DESCRIPTION OF THE TASK: Every record below should be printed again exactly, with its pictures removed.

++++ THE DATA

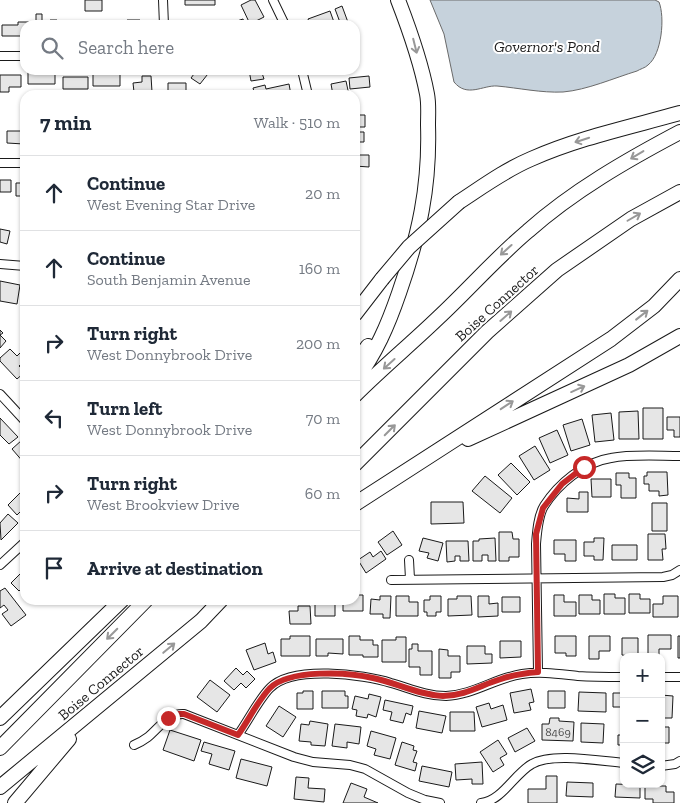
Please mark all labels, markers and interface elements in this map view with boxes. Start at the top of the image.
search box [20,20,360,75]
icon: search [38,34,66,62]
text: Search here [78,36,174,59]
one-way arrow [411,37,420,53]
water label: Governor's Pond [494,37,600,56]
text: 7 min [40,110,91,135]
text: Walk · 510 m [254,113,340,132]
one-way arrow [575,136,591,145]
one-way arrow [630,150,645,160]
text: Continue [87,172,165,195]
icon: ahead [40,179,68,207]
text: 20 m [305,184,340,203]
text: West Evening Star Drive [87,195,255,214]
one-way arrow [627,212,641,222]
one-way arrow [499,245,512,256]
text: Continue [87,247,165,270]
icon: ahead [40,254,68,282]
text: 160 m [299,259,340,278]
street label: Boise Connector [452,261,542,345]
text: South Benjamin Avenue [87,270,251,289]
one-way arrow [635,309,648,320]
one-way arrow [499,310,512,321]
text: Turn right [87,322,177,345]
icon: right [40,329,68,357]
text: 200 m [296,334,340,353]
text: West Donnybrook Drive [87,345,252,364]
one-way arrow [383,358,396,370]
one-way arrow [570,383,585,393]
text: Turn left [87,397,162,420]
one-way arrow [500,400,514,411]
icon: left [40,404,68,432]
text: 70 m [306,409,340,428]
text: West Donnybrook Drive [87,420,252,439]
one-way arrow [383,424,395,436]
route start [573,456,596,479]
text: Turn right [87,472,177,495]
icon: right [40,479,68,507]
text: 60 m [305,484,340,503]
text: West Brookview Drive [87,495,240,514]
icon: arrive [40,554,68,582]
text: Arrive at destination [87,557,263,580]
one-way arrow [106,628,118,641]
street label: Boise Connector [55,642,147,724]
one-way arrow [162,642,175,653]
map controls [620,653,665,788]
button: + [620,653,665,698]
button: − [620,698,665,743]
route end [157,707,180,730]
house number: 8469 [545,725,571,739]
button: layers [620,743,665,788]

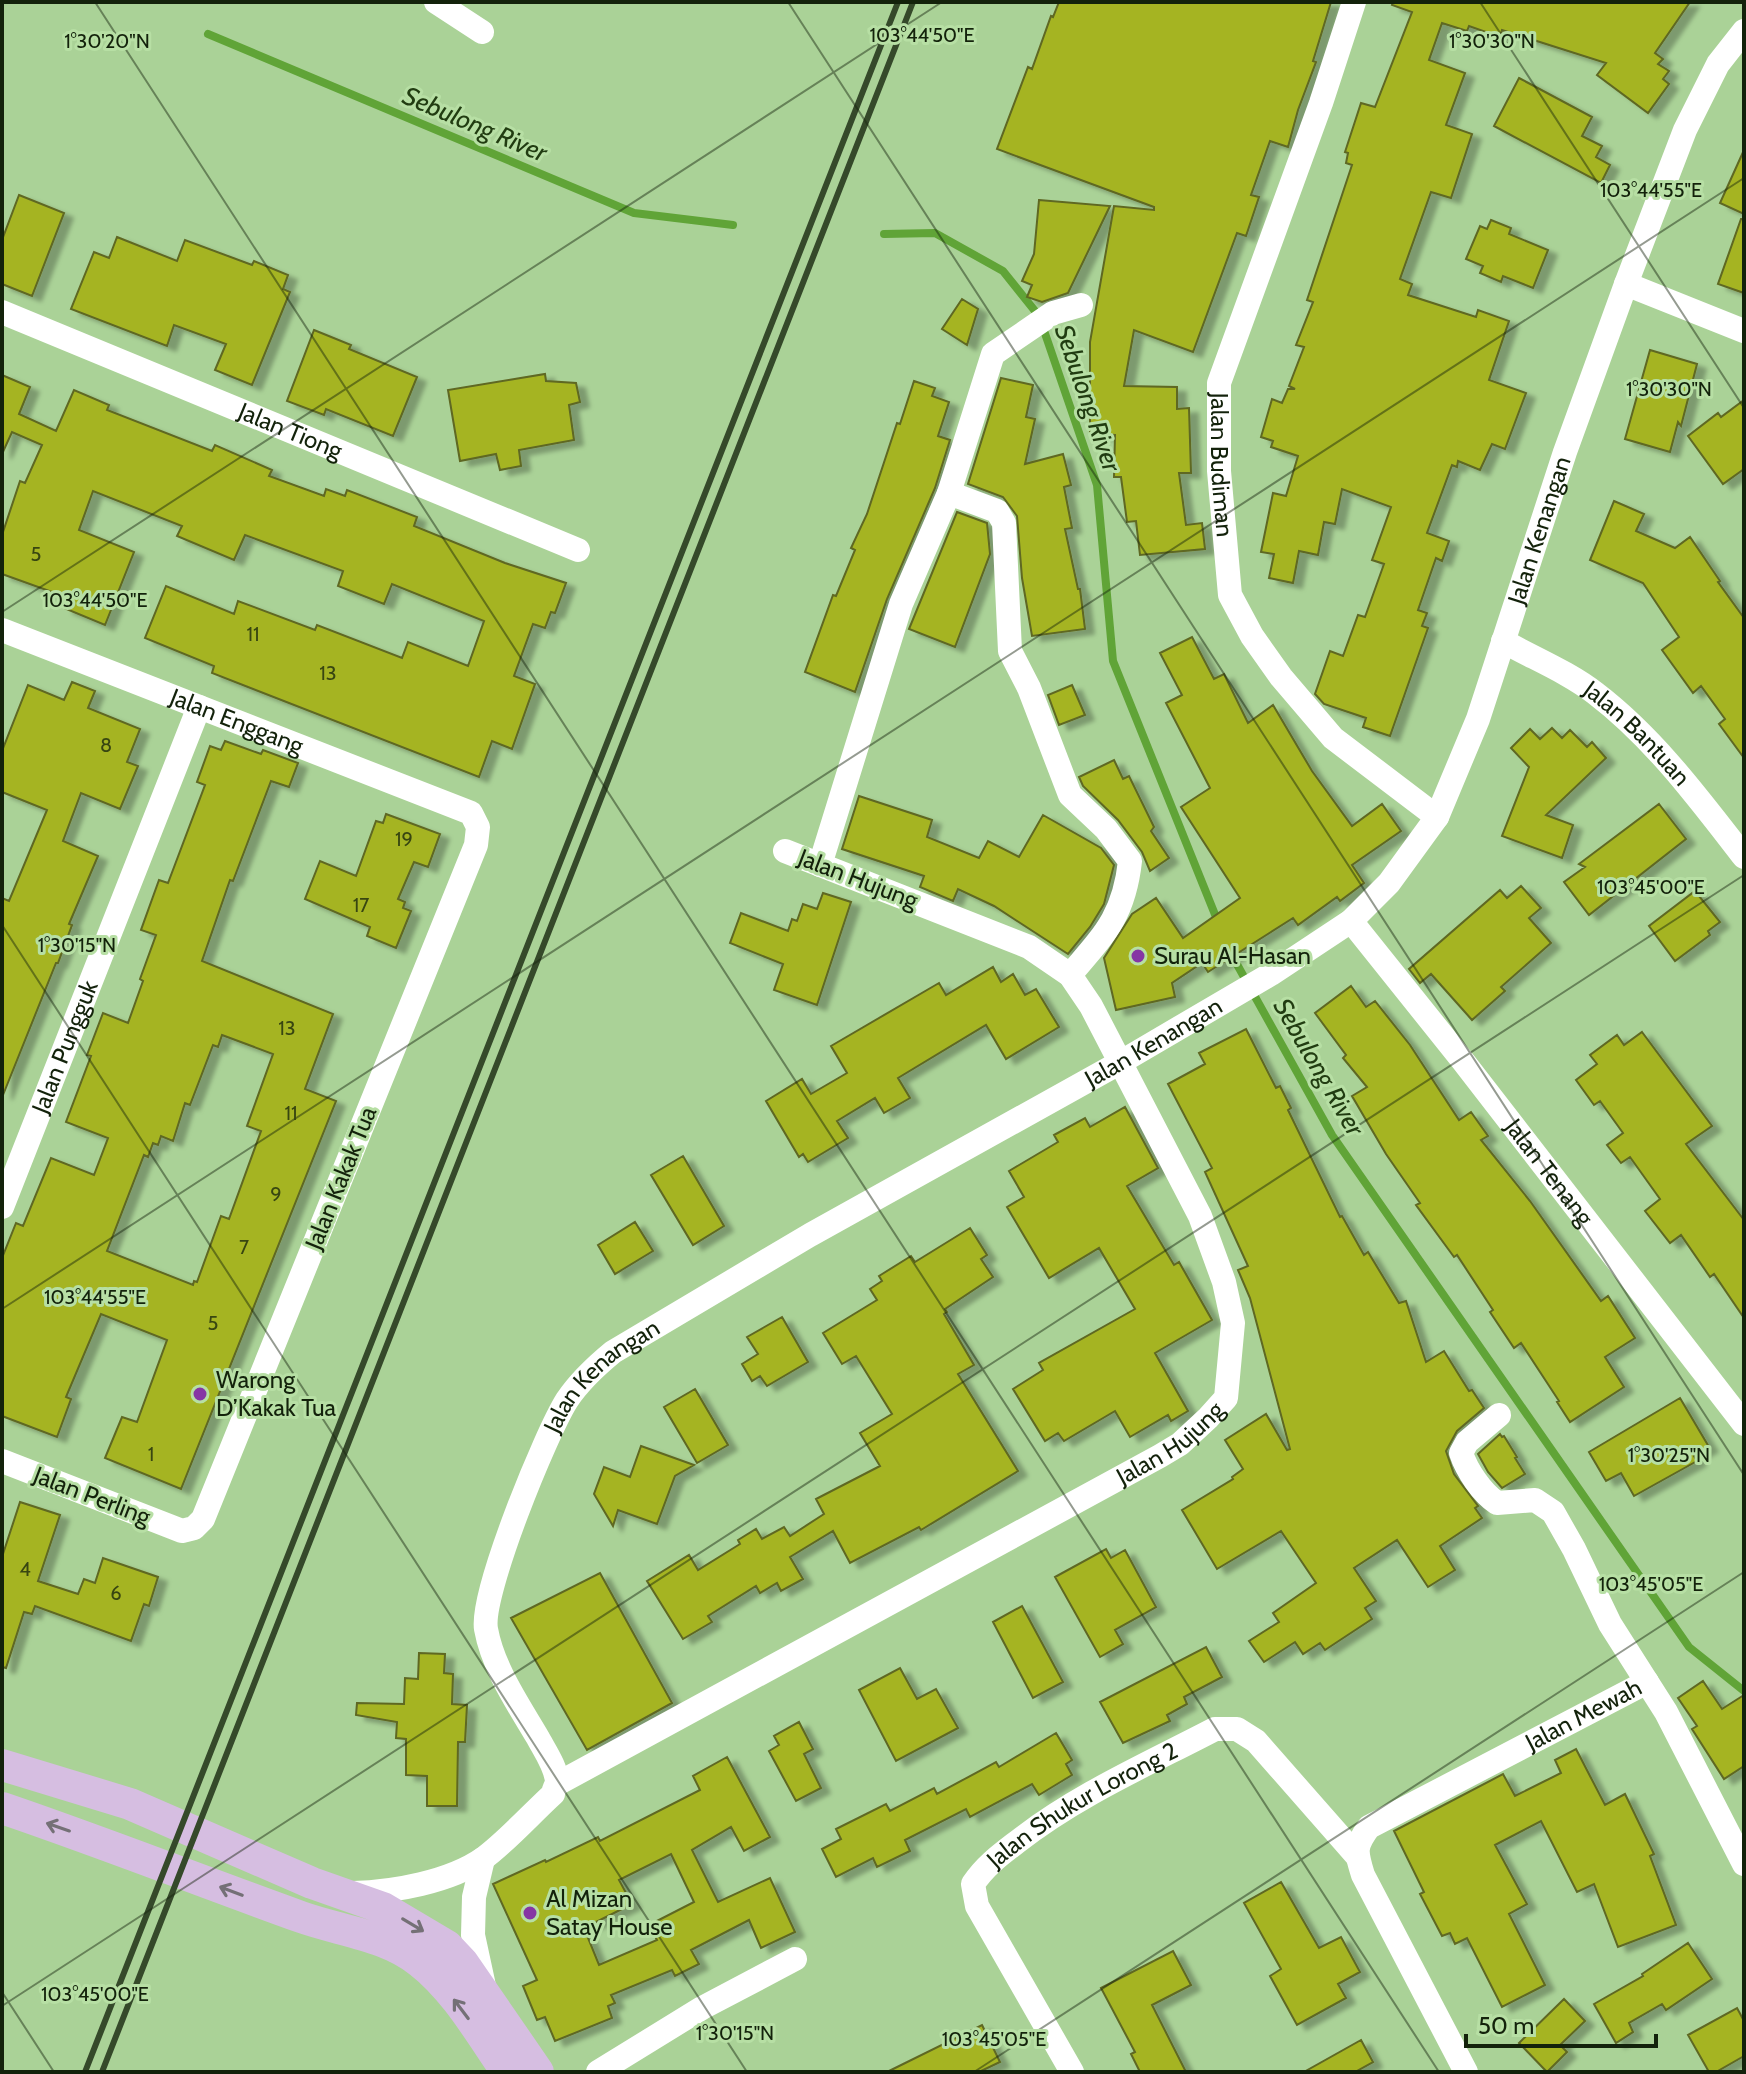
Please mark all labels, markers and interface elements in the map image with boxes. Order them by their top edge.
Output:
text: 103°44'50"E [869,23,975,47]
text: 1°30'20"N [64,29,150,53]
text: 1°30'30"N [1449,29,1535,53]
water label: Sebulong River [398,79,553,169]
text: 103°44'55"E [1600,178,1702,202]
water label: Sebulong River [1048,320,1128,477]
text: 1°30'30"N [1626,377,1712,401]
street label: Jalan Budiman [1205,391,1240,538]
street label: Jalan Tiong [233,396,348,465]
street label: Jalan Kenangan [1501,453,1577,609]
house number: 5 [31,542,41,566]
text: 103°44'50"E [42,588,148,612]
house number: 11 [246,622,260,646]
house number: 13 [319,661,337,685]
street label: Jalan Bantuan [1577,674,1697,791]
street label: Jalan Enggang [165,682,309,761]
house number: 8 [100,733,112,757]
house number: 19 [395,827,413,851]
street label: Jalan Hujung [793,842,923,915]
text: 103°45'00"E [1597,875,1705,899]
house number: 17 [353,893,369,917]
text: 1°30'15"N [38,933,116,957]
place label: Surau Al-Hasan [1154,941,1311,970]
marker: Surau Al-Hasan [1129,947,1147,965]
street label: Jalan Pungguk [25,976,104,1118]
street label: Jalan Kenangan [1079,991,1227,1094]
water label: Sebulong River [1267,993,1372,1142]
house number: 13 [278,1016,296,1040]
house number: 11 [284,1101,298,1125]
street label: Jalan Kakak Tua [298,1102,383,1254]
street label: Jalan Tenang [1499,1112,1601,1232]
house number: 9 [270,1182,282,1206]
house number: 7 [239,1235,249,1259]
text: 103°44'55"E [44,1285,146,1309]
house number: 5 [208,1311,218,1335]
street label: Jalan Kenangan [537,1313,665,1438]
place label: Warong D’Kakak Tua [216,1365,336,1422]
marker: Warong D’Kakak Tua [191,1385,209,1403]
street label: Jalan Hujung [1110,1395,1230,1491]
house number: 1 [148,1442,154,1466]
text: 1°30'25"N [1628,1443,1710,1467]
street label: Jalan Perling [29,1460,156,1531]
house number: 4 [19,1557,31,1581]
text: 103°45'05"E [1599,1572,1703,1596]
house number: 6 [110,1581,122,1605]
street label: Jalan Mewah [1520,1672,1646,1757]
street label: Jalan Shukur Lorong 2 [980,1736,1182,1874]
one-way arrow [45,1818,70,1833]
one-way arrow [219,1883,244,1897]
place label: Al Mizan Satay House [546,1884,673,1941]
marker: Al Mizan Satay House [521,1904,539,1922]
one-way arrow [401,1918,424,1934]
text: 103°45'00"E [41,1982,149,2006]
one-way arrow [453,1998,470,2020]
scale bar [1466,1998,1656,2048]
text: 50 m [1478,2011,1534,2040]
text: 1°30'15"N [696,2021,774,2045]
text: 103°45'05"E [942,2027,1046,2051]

++++++++

SOLUTION TO THE PROBLEM:
Please mark all labels, markers and interface elements in this map view with boxes. Start at the top of the image.
search box [20,20,360,75]
icon: search [38,34,66,62]
text: Search here [78,36,174,59]
one-way arrow [411,37,420,53]
water label: Governor's Pond [494,37,600,56]
text: 7 min [40,110,91,135]
text: Walk · 510 m [254,113,340,132]
one-way arrow [575,136,591,145]
one-way arrow [630,150,645,160]
text: Continue [87,172,165,195]
icon: ahead [40,179,68,207]
text: 20 m [305,184,340,203]
text: West Evening Star Drive [87,195,255,214]
one-way arrow [627,212,641,222]
one-way arrow [499,245,512,256]
text: Continue [87,247,165,270]
icon: ahead [40,254,68,282]
text: 160 m [299,259,340,278]
street label: Boise Connector [452,261,542,345]
text: South Benjamin Avenue [87,270,251,289]
one-way arrow [635,309,648,320]
one-way arrow [499,310,512,321]
text: Turn right [87,322,177,345]
icon: right [40,329,68,357]
text: 200 m [296,334,340,353]
text: West Donnybrook Drive [87,345,252,364]
one-way arrow [383,358,396,370]
one-way arrow [570,383,585,393]
text: Turn left [87,397,162,420]
one-way arrow [500,400,514,411]
icon: left [40,404,68,432]
text: 70 m [306,409,340,428]
text: West Donnybrook Drive [87,420,252,439]
one-way arrow [383,424,395,436]
route start [573,456,596,479]
text: Turn right [87,472,177,495]
icon: right [40,479,68,507]
text: 60 m [305,484,340,503]
text: West Brookview Drive [87,495,240,514]
icon: arrive [40,554,68,582]
text: Arrive at destination [87,557,263,580]
one-way arrow [106,628,118,641]
street label: Boise Connector [55,642,147,724]
one-way arrow [162,642,175,653]
map controls [620,653,665,788]
button: + [620,653,665,698]
button: − [620,698,665,743]
route end [157,707,180,730]
house number: 8469 [545,725,571,739]
button: layers [620,743,665,788]

Please mark all labels, markers and interface elements in the map image with boxes. Order them by their top edge.
Output:
text: 103°44'50"E [869,23,975,47]
text: 1°30'20"N [64,29,150,53]
text: 1°30'30"N [1449,29,1535,53]
water label: Sebulong River [398,79,553,169]
text: 103°44'55"E [1600,178,1702,202]
water label: Sebulong River [1048,320,1128,477]
text: 1°30'30"N [1626,377,1712,401]
street label: Jalan Budiman [1205,391,1240,538]
street label: Jalan Tiong [233,396,348,465]
street label: Jalan Kenangan [1501,453,1577,609]
house number: 5 [31,542,41,566]
text: 103°44'50"E [42,588,148,612]
house number: 11 [246,622,260,646]
house number: 13 [319,661,337,685]
street label: Jalan Bantuan [1577,674,1697,791]
street label: Jalan Enggang [165,682,309,761]
house number: 8 [100,733,112,757]
house number: 19 [395,827,413,851]
street label: Jalan Hujung [793,842,923,915]
text: 103°45'00"E [1597,875,1705,899]
house number: 17 [353,893,369,917]
text: 1°30'15"N [38,933,116,957]
place label: Surau Al-Hasan [1154,941,1311,970]
marker: Surau Al-Hasan [1129,947,1147,965]
street label: Jalan Pungguk [25,976,104,1118]
street label: Jalan Kenangan [1079,991,1227,1094]
water label: Sebulong River [1267,993,1372,1142]
house number: 13 [278,1016,296,1040]
house number: 11 [284,1101,298,1125]
street label: Jalan Kakak Tua [298,1102,383,1254]
street label: Jalan Tenang [1499,1112,1601,1232]
house number: 9 [270,1182,282,1206]
house number: 7 [239,1235,249,1259]
text: 103°44'55"E [44,1285,146,1309]
house number: 5 [208,1311,218,1335]
street label: Jalan Kenangan [537,1313,665,1438]
place label: Warong D’Kakak Tua [216,1365,336,1422]
marker: Warong D’Kakak Tua [191,1385,209,1403]
street label: Jalan Hujung [1110,1395,1230,1491]
house number: 1 [148,1442,154,1466]
text: 1°30'25"N [1628,1443,1710,1467]
street label: Jalan Perling [29,1460,156,1531]
house number: 4 [19,1557,31,1581]
text: 103°45'05"E [1599,1572,1703,1596]
house number: 6 [110,1581,122,1605]
street label: Jalan Mewah [1520,1672,1646,1757]
street label: Jalan Shukur Lorong 2 [980,1736,1182,1874]
one-way arrow [45,1818,70,1833]
one-way arrow [219,1883,244,1897]
place label: Al Mizan Satay House [546,1884,673,1941]
marker: Al Mizan Satay House [521,1904,539,1922]
one-way arrow [401,1918,424,1934]
text: 103°45'00"E [41,1982,149,2006]
one-way arrow [453,1998,470,2020]
scale bar [1466,1998,1656,2048]
text: 50 m [1478,2011,1534,2040]
text: 1°30'15"N [696,2021,774,2045]
text: 103°45'05"E [942,2027,1046,2051]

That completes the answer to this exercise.